Two blocks from the Zurrn home.
He has to be a relative.
Newslead subscribed to an array of online information databases that allowed reporters to conduct extensive searches through any device they used. Kate ran the Plesivsky name through the databases for the Chicago papers, an obit or news item, anything on Tonya’s death.
A story in the Sun-Times came up. It was short with no byline.
Girl Dies after Fall in Park
A fifteen-year-old girl from the Northwest Side died Saturday night after she fell in Ben Bailey Park while looking for her lost dog, officials said.
Medical crews responded to a 911 call at around 3:35 p.m. Saturday that reported a girl with a traumatic head injury was found by joggers at the base of a stone stairway. The joggers administered CPR until paramedics arrived and transported the girl, identified as Tonya Plesivsky of Craddick Street, to Verger Green Memorial, where she was pronounced dead.

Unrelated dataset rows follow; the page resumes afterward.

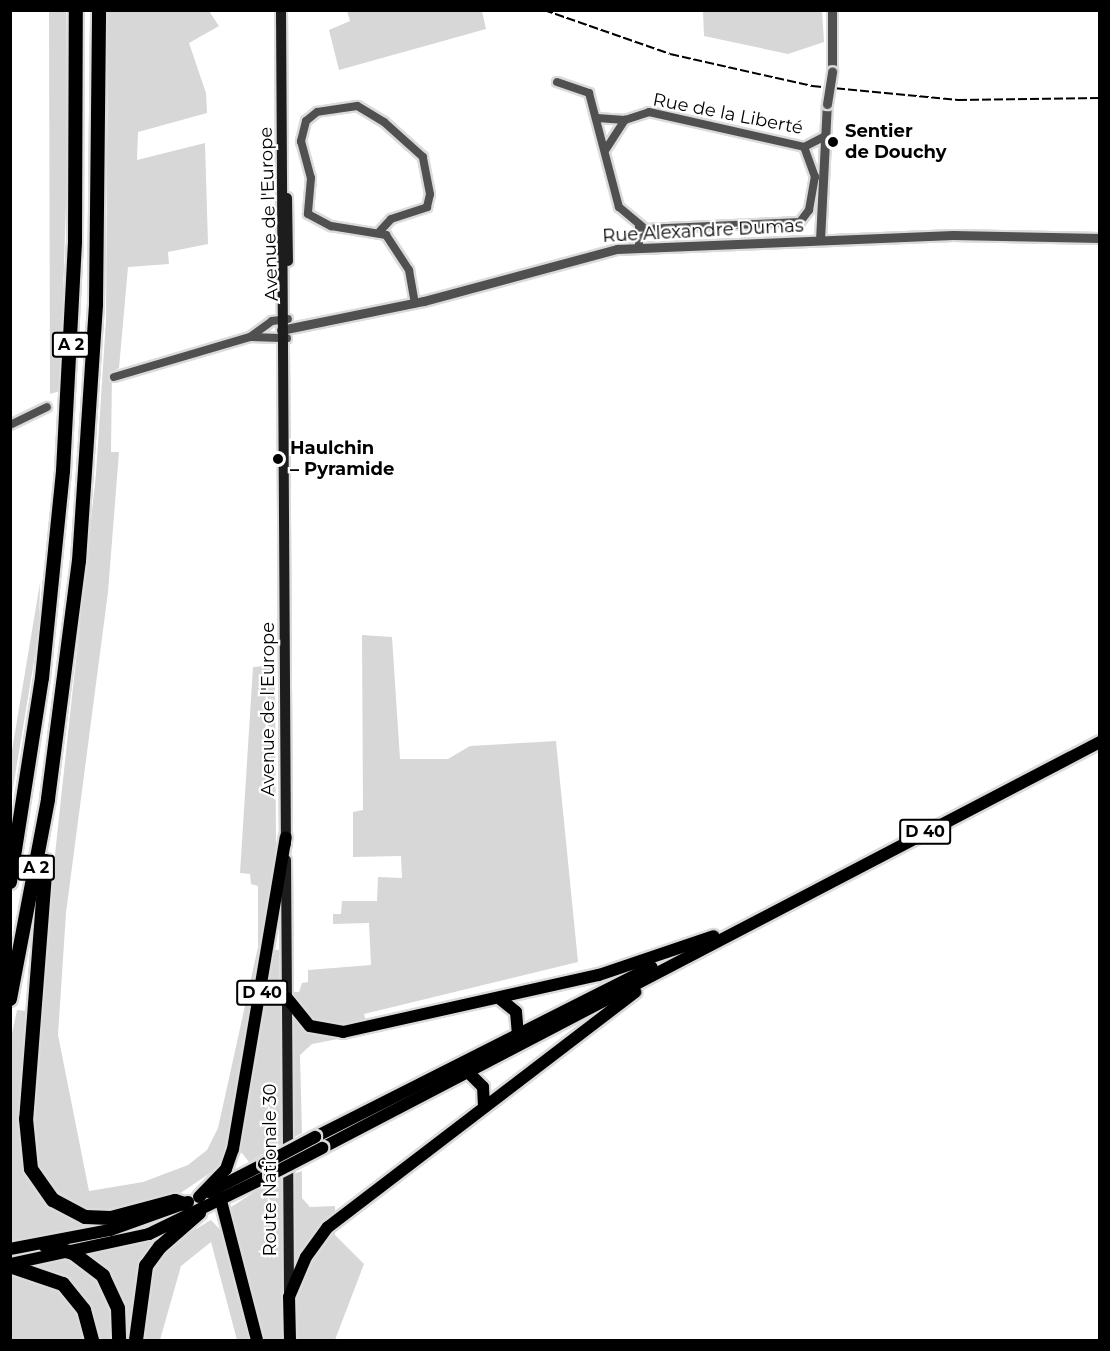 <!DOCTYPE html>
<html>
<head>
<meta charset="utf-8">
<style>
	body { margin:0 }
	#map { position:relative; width:1110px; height:1351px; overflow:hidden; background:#fff; font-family:Montserrat,sans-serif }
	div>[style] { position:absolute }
	.green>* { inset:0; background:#d7d7d7 }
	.roads { filter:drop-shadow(2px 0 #dbdbdb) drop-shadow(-2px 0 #dbdbdb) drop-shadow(0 2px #dbdbdb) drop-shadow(0 -2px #dbdbdb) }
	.minor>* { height:8px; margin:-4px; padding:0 4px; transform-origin:4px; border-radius:4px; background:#505050 }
	.tertiary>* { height:9px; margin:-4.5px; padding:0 4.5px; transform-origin:4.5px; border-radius:4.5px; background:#505050 }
	.secondary>* { height:10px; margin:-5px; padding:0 5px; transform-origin:5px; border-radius:5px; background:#1d1d1d }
	.primary>* { height:12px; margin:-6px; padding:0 6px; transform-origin:6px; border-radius:6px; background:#000 }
	.motorway>* { height:14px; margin:-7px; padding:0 7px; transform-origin:7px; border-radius:7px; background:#000 }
	.rail>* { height:2px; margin-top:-1px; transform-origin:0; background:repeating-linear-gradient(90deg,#000 0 9px,transparent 0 12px) }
	.bridges { filter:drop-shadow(2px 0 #dbdbdb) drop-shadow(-2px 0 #dbdbdb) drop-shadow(0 2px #dbdbdb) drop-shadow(0 -2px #dbdbdb) }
	.tertiary-bridge>* { height:9px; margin:-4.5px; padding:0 4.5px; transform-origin:4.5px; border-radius:4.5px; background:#505050 }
	.primary-bridge>* { height:12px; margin:-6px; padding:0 6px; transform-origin:6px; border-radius:6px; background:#000 }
	.dots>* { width:16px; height:16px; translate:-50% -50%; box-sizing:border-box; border:3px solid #fff; border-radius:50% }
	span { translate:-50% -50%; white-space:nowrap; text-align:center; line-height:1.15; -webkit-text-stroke:4.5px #fff; paint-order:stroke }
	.shield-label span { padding:2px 4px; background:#fff; border:2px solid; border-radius:4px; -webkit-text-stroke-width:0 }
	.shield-label { font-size:16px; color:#000; font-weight:700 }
	.street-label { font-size:18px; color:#000 }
	.poi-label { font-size:18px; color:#000; font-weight:700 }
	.left { translate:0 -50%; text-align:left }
	.frame { position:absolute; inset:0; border:12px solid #000; pointer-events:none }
</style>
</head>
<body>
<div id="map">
	<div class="green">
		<i style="clip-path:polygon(49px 11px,66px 11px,67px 171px,60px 391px,50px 394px)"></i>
		<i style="clip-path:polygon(108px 11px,209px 11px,219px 26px,189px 43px,206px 93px,207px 113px,138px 132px,137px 160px,205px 143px,208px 244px,168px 252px,169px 264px,128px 267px,119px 368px,112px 372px,111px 452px,119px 452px,108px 592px,66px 913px,58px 1035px,89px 1191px,143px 1182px,188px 1165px,207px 1150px,218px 1128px,258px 947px,258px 886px,251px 884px,250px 874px,240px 873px,253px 667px,271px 665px,275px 671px,276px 845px,262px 949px,279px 950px,280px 991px,299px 992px,302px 983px,308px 982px,308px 970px,371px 965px,369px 923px,333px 924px,333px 914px,341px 914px,342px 901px,377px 901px,378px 877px,402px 878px,401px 856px,353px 857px,353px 812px,363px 810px,362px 635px,392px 637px,400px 759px,448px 759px,470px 746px,556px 741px,578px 962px,364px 1014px,369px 1033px,312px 1044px,300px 1055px,302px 1133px,249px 1162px,242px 1153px,227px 1148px,216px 1169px,179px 1194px,136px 1209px,93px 1210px,79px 1233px,11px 1242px,11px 1038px,17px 1010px,38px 1012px,96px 474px,106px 320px)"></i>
		<i style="clip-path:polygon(347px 11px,482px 11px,486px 29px,339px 70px,329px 30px,350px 21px)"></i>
		<i style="clip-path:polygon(703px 11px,822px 11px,824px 42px,788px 54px,704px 36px)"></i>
		<i style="clip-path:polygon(40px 583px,39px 631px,11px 800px,11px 756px)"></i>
		<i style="clip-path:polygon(302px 1171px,302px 1198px,310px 1207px,335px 1206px,335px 1235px,364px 1264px,335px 1340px,261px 1340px,228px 1209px,270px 1182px)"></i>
		<i style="clip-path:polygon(211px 1220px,226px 1236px,249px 1340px,237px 1340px,211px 1242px,181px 1266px,160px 1340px,11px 1340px,10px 1272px,34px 1275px,41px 1264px,167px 1234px,174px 1242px)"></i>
	</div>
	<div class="roads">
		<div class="minor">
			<i style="left:557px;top:82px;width:34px;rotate:19deg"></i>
			<i style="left:589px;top:93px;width:118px;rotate:75.3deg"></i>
			<i style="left:619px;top:207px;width:34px;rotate:40deg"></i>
			<i style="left:645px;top:229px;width:155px;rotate:-2.6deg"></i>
			<i style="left:800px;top:222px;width:15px;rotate:-53deg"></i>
			<i style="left:809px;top:210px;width:34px;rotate:-80deg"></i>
			<i style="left:815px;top:177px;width:32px;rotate:-110deg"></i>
			<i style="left:597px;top:118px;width:28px;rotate:4deg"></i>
			<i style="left:606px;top:149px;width:35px;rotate:-57deg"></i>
			<i style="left:625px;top:120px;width:25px;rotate:-18deg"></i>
			<i style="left:649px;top:112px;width:159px;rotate:12.7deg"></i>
			<i style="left:804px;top:147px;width:25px;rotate:-27deg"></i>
			<i style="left:380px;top:231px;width:16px;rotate:-47deg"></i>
			<i style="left:391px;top:219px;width:38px;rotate:-18deg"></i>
			<i style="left:427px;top:207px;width:13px;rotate:-77deg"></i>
			<i style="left:430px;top:194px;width:38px;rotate:-101deg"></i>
			<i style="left:423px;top:157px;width:52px;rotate:-138.1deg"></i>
			<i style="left:384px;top:122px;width:31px;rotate:-149deg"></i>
			<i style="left:357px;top:106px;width:40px;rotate:171.5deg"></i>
			<i style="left:317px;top:112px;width:14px;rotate:141deg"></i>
			<i style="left:306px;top:121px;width:21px;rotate:104deg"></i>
			<i style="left:301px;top:141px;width:38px;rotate:75deg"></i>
			<i style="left:311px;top:178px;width:36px;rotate:95deg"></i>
			<i style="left:308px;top:214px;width:26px;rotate:28deg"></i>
			<i style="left:331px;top:226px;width:56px;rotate:9.3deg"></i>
			<i style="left:386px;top:235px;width:42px;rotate:56.7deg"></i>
			<i style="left:409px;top:270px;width:34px;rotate:80deg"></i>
			<i style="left:639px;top:247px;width:21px;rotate:-90deg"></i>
			<i style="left:251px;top:337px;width:36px;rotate:2deg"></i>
			<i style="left:114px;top:377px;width:142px;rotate:-16.4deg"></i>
			<i style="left:250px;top:337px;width:27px;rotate:-36deg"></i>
			<i style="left:272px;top:321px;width:16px;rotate:-7deg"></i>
			<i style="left:10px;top:425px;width:41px;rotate:-25.9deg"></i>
		</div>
		<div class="tertiary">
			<i style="left:832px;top:10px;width:61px;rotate:90deg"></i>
			<i style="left:820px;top:240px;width:136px;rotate:-87.1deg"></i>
			<i style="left:281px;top:330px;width:146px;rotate:-11.5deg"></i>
			<i style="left:424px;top:301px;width:200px;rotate:-15.1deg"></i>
			<i style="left:617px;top:249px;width:336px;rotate:-2.4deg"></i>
			<i style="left:953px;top:235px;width:147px;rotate:1.2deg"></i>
		</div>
		<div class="secondary">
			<i style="left:281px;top:10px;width:834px;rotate:89.66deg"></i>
			<i style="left:287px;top:198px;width:63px;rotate:89.1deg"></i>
			<i style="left:286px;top:860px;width:434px;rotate:89.6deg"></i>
		</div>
		<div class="primary">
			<i style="left:287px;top:998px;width:36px;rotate:51deg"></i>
			<i style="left:310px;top:1026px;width:34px;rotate:10deg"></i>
			<i style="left:343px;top:1032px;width:262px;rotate:-12.6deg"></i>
			<i style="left:599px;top:975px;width:121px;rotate:-18.7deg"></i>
			<i style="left:499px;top:998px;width:22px;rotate:39deg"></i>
			<i style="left:516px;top:1012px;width:24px;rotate:85deg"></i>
			<i style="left:466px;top:1070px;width:24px;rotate:45deg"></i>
			<i style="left:483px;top:1087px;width:18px;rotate:87deg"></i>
			<i style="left:315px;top:1137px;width:377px;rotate:-26.8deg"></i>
			<i style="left:322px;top:1148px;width:878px;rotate:-27.56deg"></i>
			<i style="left:209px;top:1192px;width:62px;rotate:-27deg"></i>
			<i style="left:199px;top:1197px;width:39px;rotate:-46deg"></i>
			<i style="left:226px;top:1169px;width:21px;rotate:-71deg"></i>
			<i style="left:233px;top:1149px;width:316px;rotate:-80.4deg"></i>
			<i style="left:220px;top:1197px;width:148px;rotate:75.5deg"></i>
			<i style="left:10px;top:1249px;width:102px;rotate:-10.8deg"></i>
			<i style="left:110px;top:1230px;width:83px;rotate:-19.7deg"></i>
			<i style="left:10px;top:1264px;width:142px;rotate:-12.2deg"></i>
			<i style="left:149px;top:1234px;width:135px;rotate:-26deg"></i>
			<i style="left:290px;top:1340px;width:43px;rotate:-91.3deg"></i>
			<i style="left:289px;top:1297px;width:43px;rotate:-67deg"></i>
			<i style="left:306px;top:1257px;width:37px;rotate:-54deg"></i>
			<i style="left:328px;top:1227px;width:387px;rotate:-37.4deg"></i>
		</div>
		<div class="motorway">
			<i style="left:46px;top:861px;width:259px;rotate:94.4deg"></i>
			<i style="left:26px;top:1119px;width:50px;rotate:84.3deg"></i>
			<i style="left:31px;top:1169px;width:38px;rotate:55deg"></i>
			<i style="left:53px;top:1200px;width:36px;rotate:28deg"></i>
			<i style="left:85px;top:1217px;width:26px;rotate:2deg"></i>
			<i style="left:111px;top:1218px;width:66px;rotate:-14.9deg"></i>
			<i style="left:175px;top:1201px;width:9px;rotate:18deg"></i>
			<i style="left:10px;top:882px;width:206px;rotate:-81.1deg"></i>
			<i style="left:42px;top:678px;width:208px;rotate:-84.2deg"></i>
			<i style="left:63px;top:471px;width:229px;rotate:-87deg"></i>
			<i style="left:75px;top:242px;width:232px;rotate:-89.8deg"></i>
			<i style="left:10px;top:999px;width:204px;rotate:-79.2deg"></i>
			<i style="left:48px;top:799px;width:240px;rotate:-82.6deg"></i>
			<i style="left:79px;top:561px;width:258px;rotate:-86.2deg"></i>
			<i style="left:96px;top:304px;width:294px;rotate:-89.4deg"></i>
			<i style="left:45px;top:1245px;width:29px;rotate:16deg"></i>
			<i style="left:73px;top:1253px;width:38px;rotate:37deg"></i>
			<i style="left:103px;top:1276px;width:35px;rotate:65deg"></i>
			<i style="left:118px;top:1308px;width:32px;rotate:88deg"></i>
			<i style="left:10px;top:1266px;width:56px;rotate:18.8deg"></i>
			<i style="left:63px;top:1284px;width:33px;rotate:51deg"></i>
			<i style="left:84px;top:1310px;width:31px;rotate:75deg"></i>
			<i style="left:136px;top:1340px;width:75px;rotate:-82.3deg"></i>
			<i style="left:146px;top:1266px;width:24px;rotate:-54deg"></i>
			<i style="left:160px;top:1247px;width:52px;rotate:-41.1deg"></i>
		</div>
	</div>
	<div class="rail">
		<i style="left:544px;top:10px;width:133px;rotate:19.2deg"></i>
		<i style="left:670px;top:54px;width:146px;rotate:12.7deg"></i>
		<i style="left:812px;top:86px;width:147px;rotate:5.5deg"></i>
		<i style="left:958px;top:100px;width:142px;rotate:-0.8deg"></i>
	</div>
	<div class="bridges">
		<div class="tertiary-bridge">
			<i style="left:827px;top:104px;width:33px;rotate:-81deg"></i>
		</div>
		<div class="primary-bridge">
			<i style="left:264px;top:1164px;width:58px;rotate:-27.9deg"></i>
			<i style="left:270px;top:1175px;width:59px;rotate:-27.4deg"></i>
		</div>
	</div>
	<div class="dots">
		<i style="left:833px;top:142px;background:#000"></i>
		<i style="left:278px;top:459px;background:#000"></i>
	</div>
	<div class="shield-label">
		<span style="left:71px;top:345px">A 2</span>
		<span style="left:925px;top:832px">D 40</span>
		<span style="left:36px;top:868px">A 2</span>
		<span style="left:262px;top:993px">D 40</span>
	</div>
	<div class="street-label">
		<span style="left:728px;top:114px;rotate:11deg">Rue de la Liberté</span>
		<span style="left:269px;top:214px;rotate:-92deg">Avenue de l'Europe</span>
		<span style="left:703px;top:231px;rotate:-3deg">Rue Alexandre Dumas</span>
		<span style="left:268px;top:709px;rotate:-90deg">Avenue de l'Europe</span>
		<span style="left:270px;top:1170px;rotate:-90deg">Route Nationale 30</span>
	</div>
	<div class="poi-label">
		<span class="left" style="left:845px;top:142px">Sentier<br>de Douchy</span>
		<span class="left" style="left:290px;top:459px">Haulchin<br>– Pyramide</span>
	</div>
	<div class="frame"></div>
</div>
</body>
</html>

“This is not real. I can’t believe it,” Ivan Plesivsky, the girl’s father, told the Sun-Times.
It appears that the girl tripped and fell, striking her head on the stone steps, according to parks officials and Chicago police.
A small photo of Tonya holding her dog, Pepper, accompanied the article.
That’s so sad. She was such a young girl. But this was the girl who would “torment” Sorin. Why did her friend Gwen stop bullying him? I suppose it could be expected in the wake of Tonya’s death. But how bad was it if, after all these years, Gwen refused to talk about it? And would any of this have any connection to Jerome Fell in Denver, or Carl Nelson, or Vanessa, or anything? Kate shook her head. Sure it’s a long shot, but that’s what I’m here to do, take a long shot.